Currently Director of Global Safety Compliance, with responsibility to set strategic direction for an optimised pharmacovigilance quality management system. Carrie holds a BSc Biochemistry with Pharmacology. Carrie worked at the Medicines and Healthcare products Regulatory Agency (MHRA) in the UK, holding a variety of positions, including Pharmacovigilance Inspectorate Operations Manager & Senior Pharmacovigilance Inspector, and other roles in the Enforcement and Post-Licensing Divisions. Carrie took a lead role in the publication of the MHRA's Good Pharmacovigilance Practice Guide and also contributed to the development of the EU Good Vigilance Practice modules. Carrie has also held other PV Compliance and Quality Assurance roles.

Over 25 years of experience in areas of Pharmacovigilance and Drug safety at both global and regional positions in multi-national companies, such as Merck KGaA, Astellas, Mylan. Currently, he has global responsibility for setting up, directing, managing and improving the Global Product Safety & Risk Management function to provide medical-safety governance to protect patients, healthcare providers, products and the organizational reputation.
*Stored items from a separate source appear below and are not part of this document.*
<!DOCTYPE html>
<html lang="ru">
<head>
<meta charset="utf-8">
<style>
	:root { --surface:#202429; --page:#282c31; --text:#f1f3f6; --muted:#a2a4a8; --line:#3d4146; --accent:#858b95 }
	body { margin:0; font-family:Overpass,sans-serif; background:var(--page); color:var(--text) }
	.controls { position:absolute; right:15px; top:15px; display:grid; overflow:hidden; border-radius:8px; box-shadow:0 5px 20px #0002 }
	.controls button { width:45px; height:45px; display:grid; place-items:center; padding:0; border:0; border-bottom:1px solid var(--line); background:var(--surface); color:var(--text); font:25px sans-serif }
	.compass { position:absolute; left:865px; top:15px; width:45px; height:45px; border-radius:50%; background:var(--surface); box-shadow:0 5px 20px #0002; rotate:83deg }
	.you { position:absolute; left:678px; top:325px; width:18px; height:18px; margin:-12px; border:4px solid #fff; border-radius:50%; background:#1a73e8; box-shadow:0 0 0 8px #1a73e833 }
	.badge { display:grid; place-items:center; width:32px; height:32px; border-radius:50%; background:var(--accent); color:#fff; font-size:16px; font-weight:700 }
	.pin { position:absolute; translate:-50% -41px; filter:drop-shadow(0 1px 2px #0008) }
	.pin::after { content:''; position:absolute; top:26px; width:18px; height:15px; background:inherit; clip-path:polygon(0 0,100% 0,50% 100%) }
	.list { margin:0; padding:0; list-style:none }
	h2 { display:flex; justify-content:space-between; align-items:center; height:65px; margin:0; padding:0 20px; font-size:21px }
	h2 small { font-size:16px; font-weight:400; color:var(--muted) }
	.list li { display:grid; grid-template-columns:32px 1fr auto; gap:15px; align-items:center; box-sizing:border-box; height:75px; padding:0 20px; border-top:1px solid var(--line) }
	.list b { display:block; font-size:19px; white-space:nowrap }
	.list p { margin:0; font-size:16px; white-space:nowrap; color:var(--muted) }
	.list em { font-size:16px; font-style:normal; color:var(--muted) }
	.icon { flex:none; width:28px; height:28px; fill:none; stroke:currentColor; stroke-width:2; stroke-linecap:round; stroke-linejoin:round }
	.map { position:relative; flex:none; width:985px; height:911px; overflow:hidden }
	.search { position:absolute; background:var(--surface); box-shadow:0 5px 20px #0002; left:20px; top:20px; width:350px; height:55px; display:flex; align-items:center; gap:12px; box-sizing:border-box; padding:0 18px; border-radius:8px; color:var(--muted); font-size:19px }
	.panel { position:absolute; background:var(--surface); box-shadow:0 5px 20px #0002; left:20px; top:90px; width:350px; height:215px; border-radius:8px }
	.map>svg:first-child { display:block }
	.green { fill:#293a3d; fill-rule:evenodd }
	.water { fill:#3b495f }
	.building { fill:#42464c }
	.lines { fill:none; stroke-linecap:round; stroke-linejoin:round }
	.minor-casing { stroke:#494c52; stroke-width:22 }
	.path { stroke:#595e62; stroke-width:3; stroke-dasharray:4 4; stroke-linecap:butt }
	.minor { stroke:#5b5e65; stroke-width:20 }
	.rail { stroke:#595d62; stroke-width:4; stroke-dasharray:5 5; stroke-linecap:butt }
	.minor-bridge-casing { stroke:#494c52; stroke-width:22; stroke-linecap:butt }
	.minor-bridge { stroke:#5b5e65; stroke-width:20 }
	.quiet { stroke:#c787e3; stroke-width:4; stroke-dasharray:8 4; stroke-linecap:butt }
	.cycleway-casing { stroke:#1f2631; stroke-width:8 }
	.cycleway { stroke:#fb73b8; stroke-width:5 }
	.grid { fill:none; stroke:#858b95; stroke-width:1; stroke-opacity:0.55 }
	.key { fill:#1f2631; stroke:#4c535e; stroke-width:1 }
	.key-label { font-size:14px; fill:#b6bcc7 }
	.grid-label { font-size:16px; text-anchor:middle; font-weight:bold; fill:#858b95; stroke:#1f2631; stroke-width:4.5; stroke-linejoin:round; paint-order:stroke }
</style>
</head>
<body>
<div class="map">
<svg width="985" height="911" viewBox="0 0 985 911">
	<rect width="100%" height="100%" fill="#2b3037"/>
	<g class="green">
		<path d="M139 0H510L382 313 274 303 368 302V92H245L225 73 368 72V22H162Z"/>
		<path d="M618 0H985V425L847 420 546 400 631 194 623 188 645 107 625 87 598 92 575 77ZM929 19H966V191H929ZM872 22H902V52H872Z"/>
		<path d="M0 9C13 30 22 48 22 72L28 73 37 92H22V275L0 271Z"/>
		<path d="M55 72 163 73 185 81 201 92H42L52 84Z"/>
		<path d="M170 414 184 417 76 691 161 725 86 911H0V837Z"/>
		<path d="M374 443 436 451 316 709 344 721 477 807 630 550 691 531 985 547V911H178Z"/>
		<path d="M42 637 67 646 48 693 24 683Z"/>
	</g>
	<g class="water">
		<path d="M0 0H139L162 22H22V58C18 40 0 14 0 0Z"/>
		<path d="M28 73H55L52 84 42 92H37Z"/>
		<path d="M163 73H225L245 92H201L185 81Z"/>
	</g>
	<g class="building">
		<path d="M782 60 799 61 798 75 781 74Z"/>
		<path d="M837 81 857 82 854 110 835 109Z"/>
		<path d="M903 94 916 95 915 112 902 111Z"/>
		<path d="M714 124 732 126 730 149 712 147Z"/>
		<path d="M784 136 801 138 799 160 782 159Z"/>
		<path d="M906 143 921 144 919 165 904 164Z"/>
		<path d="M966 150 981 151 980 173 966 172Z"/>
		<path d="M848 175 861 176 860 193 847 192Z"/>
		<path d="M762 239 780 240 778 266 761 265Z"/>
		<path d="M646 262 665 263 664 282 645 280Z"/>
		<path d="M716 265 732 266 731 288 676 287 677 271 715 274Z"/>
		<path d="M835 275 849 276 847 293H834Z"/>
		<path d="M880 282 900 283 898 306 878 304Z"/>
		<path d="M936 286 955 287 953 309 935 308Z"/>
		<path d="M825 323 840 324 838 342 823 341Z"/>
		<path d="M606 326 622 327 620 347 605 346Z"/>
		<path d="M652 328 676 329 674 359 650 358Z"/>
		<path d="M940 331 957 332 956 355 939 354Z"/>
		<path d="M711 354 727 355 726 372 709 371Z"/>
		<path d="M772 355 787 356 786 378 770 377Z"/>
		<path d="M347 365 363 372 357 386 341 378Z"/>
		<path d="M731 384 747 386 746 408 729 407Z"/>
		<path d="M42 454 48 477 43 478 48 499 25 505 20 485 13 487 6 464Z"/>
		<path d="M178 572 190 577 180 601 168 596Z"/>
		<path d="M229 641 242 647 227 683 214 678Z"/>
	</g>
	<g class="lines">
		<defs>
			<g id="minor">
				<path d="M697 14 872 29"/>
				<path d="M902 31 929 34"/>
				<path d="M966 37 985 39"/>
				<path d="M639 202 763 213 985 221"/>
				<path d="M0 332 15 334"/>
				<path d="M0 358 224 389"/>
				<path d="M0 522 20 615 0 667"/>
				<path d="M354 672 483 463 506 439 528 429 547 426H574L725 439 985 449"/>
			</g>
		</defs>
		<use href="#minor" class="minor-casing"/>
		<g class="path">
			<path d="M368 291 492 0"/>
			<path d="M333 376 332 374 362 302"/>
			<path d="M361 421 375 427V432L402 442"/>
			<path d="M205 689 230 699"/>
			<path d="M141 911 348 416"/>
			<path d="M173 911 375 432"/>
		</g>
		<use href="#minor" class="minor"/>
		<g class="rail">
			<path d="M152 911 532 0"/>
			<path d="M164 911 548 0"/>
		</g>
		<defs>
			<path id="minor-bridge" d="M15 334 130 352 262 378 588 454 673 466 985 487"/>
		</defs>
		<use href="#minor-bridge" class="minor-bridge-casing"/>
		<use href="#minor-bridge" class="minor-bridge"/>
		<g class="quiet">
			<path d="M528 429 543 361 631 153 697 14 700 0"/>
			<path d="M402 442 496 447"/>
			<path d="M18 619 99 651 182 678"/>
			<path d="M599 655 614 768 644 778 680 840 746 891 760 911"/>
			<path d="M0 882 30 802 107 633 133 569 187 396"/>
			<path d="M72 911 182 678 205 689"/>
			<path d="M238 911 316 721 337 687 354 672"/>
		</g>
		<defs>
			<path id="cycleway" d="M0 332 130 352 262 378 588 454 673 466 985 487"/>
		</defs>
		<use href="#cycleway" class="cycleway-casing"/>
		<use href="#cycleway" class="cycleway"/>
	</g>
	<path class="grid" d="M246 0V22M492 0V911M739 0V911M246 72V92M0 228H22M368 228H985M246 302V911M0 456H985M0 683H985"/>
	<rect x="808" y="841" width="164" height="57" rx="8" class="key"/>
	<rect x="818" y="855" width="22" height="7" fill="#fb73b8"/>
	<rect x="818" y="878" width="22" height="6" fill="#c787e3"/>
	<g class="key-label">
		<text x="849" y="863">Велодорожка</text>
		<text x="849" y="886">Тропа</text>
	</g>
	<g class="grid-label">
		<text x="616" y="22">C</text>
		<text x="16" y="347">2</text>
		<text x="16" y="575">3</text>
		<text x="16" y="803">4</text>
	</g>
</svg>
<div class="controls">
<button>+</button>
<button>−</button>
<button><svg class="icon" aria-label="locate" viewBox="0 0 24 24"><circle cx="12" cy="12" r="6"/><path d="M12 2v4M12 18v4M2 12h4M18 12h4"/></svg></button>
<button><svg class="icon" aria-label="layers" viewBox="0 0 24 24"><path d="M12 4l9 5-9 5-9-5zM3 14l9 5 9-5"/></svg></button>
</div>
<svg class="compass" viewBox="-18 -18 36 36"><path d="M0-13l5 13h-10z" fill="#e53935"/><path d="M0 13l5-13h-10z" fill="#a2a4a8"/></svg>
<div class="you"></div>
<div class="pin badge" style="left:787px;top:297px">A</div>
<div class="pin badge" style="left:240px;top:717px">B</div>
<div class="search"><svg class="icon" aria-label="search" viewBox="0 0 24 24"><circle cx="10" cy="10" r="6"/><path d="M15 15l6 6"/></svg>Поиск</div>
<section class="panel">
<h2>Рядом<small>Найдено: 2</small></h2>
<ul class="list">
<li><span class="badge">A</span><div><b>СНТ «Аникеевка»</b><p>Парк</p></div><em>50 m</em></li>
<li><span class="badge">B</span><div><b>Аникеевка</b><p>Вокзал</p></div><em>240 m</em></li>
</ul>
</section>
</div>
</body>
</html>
He is responsible for developing the overall safety strategy for global PV & providing functional leadership for the Global PV Functions PV Assessment, PV Operations & Systems, Safety Surveillance, as well as Compliance & Business Excellence for world-wide territories.

Dana is a pharmacist, with more than 10 years of experience in regulatory affairs and pharmacovigilance in big Pharmaceutical Companies. Dana’s broad pharmacovigilance experience has been gained in Bristol Myers Squibb as being responsible for the Pharmacovigilance activities in Middle East and Africa Region. Dana is a member of the EFPIA International Pharmacovigilance Group and part of the Middle East and Africa sub-teams.

Barbara has more than 20 years of experience in global clinical trial management, started as CRA in a CRO, continued as Clinical Trial Manager and Project Manager in global development and worked in different companies in the pharma industry locally and abroad. In her current role as Safety Scientist Barbara has 10 years of experience in clinical trials safety management with knowledge of safety management procedures and safety reporting requirements.

Doris Stenver is the founder of Unique Advice and she is specialised in internal medicine and has a master degree in public administration. She is former Chief Medical Officer at the Danish Medicines Agency and former member of the EU Pharmacovigilance Risk Assessment Committee (PRAC). Her regulatory experience comprises all aspects of pharmacovigilance, including scientific evaluation of drug safety issues, development of risk management strategies, policies and guidelines, provision of scientific advice to the pharmaceutical industry, and communication to health care professionals and the public.

Sarra has worked more than 10 years in Genetics and in Gastroenterology with different positions at the University of Rome “Tor Vergata”. Also working for the Italian Medicine Agency (AIFA) since 2013 and obtained a permanent position in the Agency in 2018. Currently working as Preclinical and Clinical Assessor in the Pre-marketing department of the AIFA with various responsibilities as VHP coordinator, CTFG delegate and secretary. Bachelor’s degree in Molecular Biology, PhD in mucosal immunology, Master degree in Regulatory Affairs.